自国で独自に進化した携帯電話を「ガラパゴスケータイ」と揶揄するように呼ぶようになったのは、それほど昔のことではない。 そうなってしまったのも端末メーカーが国内でのシェアの奪い合いしか興味がなかったから。それでもメーカーとしては食べていけた時期があったということ。 しかし、それも束の間、国内のケータイ加入者数は飽和し、買い替え需要も伸びず、メーカーの撤退や合併などが進んだ。 ハード的にも、機能やサービスの多さも世界トップのケータイが、否定的に「ガラパゴス化」と呼ばれてしまうのは残念なことだ。
 さて、「ガラパゴス化」現象であるが、実はケータイ業界だけの話ではないらしい。 ICT産業全般、広く日本の産業分野に及んでいる現象だという(医療、教育、会計などでも)。 第4章では、「ガラパゴス化している産業は、国の規制や制度の影響を濃く受けた金融、情報通信、ソフトウエア、教育、医療など、サービス産業が中心」とある。
 なぜ「ガラパゴス化」がよくないのか。グローバル化が進み、人口減少時代に入った現在、国内市場だけを向いていたのでは、ますます日本経済は衰退していくことになる。 海外市場をうまく取り込んでいく必要がある。 また、著者は日本製品だけでなく、日本という国自体と日本人のガラパゴス化が進んでいることも懸念している。

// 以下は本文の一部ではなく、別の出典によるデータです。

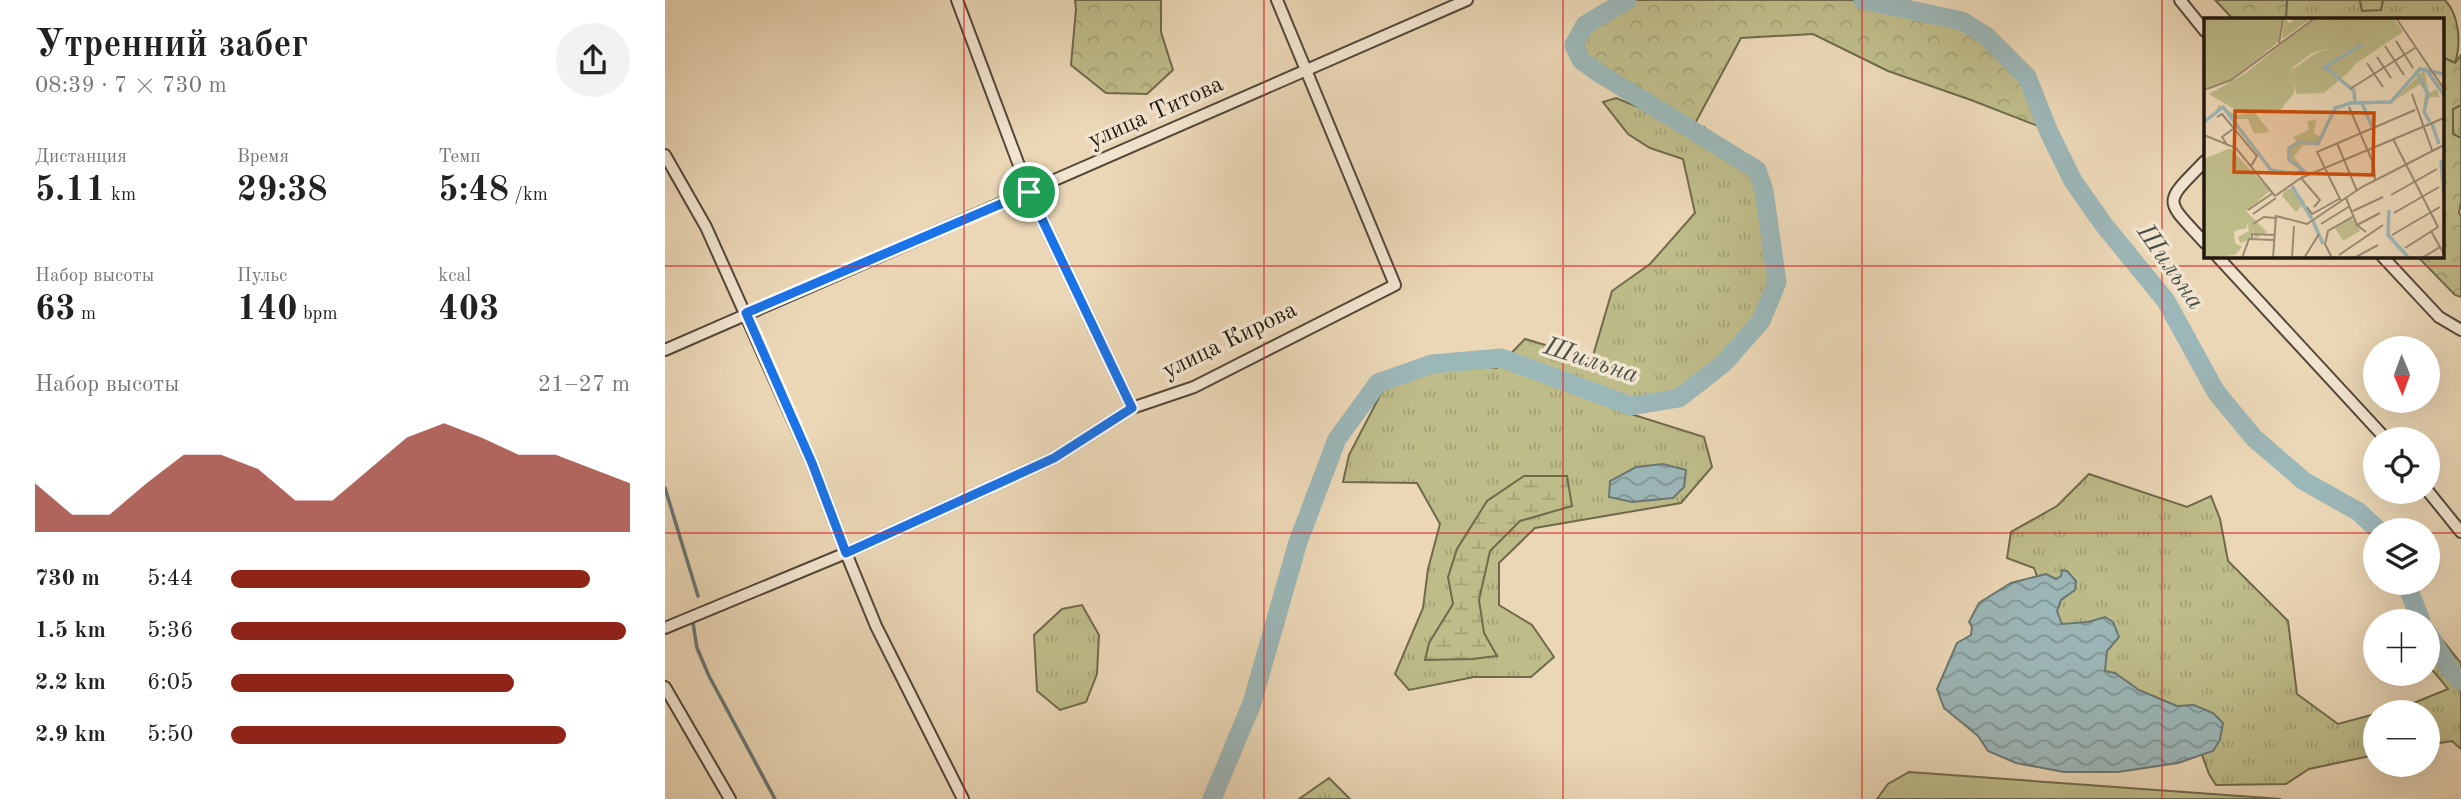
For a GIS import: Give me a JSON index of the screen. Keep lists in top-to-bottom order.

 本書では、日本がいかにすればガラパゴス化現象から脱却できるかの処方箋を提示しようとしている。 第3章では「脱ガラパゴス化」を果たした企業や業界の事例を挙げている キーワードはモジュール化、水平分業、ハイブリッド化、形式知化、出島化、ゲームのルールをつくる(かえる)。 詳細は本を読んでいただくとして、これらのキーワードも正の面だけでなく、負の面もあることに注意する必要がありそうだ。

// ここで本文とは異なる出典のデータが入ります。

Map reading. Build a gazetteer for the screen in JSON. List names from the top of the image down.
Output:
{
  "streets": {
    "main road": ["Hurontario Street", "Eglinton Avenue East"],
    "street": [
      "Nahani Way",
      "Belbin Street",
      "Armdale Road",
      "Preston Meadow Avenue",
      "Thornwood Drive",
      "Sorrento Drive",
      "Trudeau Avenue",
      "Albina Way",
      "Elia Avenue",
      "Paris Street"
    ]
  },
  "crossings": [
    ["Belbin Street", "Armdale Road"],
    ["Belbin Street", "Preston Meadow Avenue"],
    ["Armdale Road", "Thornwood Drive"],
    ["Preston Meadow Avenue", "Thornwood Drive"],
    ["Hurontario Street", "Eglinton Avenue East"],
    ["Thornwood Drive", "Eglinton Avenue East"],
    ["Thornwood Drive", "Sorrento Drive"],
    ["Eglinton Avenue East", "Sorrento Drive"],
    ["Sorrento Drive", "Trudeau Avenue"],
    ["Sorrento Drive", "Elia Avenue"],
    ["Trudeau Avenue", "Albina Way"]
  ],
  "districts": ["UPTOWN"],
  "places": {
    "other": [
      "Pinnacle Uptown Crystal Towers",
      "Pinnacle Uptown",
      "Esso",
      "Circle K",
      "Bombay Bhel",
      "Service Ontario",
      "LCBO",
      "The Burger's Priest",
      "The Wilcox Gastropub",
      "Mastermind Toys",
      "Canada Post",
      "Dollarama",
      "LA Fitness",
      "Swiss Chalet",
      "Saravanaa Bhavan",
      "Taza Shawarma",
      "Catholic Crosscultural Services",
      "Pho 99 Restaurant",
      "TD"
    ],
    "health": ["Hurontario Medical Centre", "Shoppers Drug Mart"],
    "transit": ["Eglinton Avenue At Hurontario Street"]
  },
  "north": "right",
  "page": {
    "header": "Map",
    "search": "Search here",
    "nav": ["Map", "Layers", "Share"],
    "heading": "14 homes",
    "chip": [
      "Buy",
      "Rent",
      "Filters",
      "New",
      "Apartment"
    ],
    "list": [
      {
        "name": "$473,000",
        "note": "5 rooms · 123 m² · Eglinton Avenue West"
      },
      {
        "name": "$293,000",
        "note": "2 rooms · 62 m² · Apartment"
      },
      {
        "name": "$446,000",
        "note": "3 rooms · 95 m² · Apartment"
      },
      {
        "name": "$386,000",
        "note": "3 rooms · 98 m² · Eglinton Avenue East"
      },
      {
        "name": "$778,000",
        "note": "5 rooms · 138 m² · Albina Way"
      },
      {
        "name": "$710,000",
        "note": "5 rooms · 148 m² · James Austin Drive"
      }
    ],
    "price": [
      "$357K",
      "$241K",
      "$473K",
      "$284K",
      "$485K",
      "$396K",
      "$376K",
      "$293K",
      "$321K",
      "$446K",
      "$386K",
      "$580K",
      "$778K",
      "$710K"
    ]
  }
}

 第2章にもあるように、本書は「過度の垂直統合ビジネスによるデメリットや閉鎖性を強調しているのであって、希少性、独自性を否定しているわけではない」。 つまり、ガラパゴス諸島のような希少性は差別化要因になるということだ。 日本ブランドを活かせば、まだまだ悲観することはない。進化は止める必要はないし、独自性にどんどん磨きをかけていけばいいはずだ。

  ○印象的な言葉
・ガラパゴス化はICT産業全般、広く日本の産業分野に及んでいる現象(医療、教育、会計などでも)
・日本製品、日本という国、日本人のガラパゴス化
・企業がグローバル化し、外国人社員ばかりが増え、重要な役職を外国人が担うようになる
・技術の国粋主義化
・ガラパゴス化を免れた柔道。ただし日本柔道は地盤沈下気味。脱ガラパゴス化が日本の停滞をもたらす恐れもある。 講道館の役割はノウハウ、知恵を形式知化し、伝道師となるような人材を育成すること
・「出島」都市
・ガラパゴス諸島の大半は草食動物。もし肉食動物ばかりであれば、独自進化することはなく絶滅していた(⇒日本も草食系が先導した?草食動物は共生しやすい)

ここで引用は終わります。